▸ RECORDS FOR THIS TASK:

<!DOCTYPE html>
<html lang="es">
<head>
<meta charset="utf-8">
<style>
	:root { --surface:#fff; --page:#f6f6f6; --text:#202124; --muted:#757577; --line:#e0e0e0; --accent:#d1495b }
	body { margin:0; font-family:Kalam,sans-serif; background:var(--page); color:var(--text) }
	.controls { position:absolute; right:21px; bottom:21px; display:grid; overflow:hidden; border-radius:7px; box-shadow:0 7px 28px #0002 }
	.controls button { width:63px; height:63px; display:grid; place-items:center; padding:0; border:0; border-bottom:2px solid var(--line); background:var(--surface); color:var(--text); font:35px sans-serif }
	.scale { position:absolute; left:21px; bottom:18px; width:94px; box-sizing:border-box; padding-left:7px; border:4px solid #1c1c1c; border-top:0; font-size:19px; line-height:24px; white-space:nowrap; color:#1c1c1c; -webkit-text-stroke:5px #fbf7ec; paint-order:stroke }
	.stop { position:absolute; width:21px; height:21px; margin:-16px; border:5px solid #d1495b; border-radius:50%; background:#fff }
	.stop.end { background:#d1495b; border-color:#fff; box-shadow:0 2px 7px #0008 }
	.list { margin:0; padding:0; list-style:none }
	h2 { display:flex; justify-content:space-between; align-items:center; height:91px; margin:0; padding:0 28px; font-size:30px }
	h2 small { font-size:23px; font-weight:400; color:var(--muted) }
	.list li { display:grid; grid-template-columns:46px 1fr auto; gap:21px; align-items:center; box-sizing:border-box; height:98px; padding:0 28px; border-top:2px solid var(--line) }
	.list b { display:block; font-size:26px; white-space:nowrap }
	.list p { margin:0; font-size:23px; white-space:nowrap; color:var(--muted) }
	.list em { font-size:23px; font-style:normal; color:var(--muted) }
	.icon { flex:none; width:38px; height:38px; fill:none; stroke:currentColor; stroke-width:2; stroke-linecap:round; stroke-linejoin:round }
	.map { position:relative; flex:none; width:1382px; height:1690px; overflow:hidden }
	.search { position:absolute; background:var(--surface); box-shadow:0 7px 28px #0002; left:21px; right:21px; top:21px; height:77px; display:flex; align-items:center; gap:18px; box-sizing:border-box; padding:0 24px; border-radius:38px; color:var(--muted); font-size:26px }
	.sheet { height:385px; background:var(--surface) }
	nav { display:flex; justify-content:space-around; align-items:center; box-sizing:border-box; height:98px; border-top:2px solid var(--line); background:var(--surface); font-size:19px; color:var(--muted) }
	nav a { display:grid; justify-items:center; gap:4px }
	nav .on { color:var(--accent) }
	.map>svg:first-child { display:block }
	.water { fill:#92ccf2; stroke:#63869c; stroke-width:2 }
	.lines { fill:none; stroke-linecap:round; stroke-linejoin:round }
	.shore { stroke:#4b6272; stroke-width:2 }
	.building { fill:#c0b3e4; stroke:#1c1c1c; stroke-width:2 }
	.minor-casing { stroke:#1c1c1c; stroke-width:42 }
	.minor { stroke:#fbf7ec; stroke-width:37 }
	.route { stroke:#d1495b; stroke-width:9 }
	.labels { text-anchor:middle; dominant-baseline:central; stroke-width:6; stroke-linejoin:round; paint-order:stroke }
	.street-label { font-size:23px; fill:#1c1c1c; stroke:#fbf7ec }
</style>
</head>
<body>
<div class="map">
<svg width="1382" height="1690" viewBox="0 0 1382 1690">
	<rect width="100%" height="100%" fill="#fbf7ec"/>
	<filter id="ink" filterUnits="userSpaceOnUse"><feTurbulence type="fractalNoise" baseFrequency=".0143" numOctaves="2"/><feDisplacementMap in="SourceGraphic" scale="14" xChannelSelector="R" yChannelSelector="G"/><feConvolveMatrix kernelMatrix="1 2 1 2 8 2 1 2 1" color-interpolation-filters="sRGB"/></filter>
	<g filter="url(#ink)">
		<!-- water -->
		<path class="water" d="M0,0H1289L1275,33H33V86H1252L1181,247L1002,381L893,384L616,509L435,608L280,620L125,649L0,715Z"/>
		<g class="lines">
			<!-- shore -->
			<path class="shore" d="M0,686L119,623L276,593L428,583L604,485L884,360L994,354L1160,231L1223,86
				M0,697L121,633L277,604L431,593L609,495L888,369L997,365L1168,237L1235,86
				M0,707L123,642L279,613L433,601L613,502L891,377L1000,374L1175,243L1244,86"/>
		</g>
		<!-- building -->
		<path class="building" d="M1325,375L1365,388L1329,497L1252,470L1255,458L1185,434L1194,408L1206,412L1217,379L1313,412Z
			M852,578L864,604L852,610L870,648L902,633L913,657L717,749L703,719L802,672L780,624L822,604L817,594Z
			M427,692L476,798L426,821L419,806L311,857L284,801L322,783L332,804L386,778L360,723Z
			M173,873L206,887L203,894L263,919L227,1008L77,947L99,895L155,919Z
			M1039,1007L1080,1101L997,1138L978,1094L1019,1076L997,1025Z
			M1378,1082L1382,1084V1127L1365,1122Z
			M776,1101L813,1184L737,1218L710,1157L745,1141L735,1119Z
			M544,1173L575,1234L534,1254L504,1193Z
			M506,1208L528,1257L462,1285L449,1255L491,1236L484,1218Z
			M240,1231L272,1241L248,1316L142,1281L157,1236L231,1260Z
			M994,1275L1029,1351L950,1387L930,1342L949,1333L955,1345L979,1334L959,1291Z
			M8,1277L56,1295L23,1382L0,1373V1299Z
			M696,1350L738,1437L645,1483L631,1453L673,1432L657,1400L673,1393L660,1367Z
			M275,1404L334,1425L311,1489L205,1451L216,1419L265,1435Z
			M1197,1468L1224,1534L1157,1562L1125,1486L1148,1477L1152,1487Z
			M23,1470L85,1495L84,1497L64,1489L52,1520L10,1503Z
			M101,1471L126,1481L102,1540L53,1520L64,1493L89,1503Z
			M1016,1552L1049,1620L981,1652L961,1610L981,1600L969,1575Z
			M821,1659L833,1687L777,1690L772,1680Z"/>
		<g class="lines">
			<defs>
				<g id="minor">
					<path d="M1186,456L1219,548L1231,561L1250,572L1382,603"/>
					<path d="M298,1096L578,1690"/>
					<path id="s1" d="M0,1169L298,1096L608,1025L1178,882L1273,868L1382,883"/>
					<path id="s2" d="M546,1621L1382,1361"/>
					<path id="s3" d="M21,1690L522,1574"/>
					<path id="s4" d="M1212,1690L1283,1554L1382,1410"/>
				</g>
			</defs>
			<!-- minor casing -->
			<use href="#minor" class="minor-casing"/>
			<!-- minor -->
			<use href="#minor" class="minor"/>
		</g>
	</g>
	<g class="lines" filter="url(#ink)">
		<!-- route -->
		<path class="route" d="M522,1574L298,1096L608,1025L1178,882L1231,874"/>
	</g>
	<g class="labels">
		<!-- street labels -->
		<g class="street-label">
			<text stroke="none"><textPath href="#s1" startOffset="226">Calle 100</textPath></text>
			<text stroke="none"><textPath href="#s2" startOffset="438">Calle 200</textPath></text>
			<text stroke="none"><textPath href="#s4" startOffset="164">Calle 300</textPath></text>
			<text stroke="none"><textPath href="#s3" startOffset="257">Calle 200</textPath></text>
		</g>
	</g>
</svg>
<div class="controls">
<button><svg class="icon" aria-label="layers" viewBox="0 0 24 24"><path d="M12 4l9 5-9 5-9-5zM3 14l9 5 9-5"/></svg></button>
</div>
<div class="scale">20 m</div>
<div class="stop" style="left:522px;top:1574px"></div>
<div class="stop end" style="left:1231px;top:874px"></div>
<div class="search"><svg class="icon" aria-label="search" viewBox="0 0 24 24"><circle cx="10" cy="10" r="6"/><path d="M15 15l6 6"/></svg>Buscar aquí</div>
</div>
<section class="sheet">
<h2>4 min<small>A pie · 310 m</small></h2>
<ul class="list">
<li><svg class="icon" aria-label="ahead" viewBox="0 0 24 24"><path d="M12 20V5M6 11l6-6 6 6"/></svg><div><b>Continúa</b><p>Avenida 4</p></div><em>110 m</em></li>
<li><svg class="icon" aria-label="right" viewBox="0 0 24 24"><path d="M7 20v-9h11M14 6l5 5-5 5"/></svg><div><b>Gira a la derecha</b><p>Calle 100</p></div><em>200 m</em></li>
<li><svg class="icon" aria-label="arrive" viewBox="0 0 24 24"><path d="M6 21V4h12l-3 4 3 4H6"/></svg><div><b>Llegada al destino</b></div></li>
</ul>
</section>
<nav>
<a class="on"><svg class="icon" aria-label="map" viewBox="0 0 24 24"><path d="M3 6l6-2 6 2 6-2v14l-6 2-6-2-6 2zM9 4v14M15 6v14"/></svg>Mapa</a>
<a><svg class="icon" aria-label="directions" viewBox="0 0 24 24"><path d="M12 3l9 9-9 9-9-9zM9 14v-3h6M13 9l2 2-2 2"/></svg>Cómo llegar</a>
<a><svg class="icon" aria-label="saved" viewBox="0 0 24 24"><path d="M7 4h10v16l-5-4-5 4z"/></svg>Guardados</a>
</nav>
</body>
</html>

▸ TASK TO COMPLETE: Going through the listing above, count every line in which the word "sans" occurs, and state only the count.

▸ TASK RESPONSE: 2